*Exercise input*
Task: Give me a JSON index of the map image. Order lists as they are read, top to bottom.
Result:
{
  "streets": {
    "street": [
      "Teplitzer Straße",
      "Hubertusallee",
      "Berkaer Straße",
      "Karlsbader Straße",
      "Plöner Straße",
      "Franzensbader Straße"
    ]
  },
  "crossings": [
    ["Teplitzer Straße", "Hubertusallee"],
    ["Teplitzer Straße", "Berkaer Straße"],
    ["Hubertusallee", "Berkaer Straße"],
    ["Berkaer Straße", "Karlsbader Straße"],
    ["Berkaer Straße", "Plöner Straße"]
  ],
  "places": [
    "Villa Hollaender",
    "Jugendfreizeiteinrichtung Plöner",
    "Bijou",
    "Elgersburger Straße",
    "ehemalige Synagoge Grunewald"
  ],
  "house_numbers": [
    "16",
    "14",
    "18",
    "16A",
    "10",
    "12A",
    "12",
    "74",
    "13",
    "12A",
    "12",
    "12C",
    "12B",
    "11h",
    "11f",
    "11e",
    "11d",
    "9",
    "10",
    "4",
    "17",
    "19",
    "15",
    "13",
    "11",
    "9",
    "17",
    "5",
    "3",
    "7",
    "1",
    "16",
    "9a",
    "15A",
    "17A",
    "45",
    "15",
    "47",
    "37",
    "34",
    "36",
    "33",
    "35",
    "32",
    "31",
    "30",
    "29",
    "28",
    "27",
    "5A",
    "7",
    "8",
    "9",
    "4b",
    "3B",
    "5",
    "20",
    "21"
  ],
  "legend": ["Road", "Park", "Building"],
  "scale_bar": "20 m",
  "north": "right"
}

*The task*
Write out all the material exactly.

*Written response*
Task: Give me a JSON index of the map image. Order lists as they are read, top to bottom.
Result:
{
  "streets": {
    "street": [
      "Teplitzer Straße",
      "Hubertusallee",
      "Berkaer Straße",
      "Karlsbader Straße",
      "Plöner Straße",
      "Franzensbader Straße"
    ]
  },
  "crossings": [
    ["Teplitzer Straße", "Hubertusallee"],
    ["Teplitzer Straße", "Berkaer Straße"],
    ["Hubertusallee", "Berkaer Straße"],
    ["Berkaer Straße", "Karlsbader Straße"],
    ["Berkaer Straße", "Plöner Straße"]
  ],
  "places": [
    "Villa Hollaender",
    "Jugendfreizeiteinrichtung Plöner",
    "Bijou",
    "Elgersburger Straße",
    "ehemalige Synagoge Grunewald"
  ],
  "house_numbers": [
    "16",
    "14",
    "18",
    "16A",
    "10",
    "12A",
    "12",
    "74",
    "13",
    "12A",
    "12",
    "12C",
    "12B",
    "11h",
    "11f",
    "11e",
    "11d",
    "9",
    "10",
    "4",
    "17",
    "19",
    "15",
    "13",
    "11",
    "9",
    "17",
    "5",
    "3",
    "7",
    "1",
    "16",
    "9a",
    "15A",
    "17A",
    "45",
    "15",
    "47",
    "37",
    "34",
    "36",
    "33",
    "35",
    "32",
    "31",
    "30",
    "29",
    "28",
    "27",
    "5A",
    "7",
    "8",
    "9",
    "4b",
    "3B",
    "5",
    "20",
    "21"
  ],
  "legend": ["Road", "Park", "Building"],
  "scale_bar": "20 m",
  "north": "right"
}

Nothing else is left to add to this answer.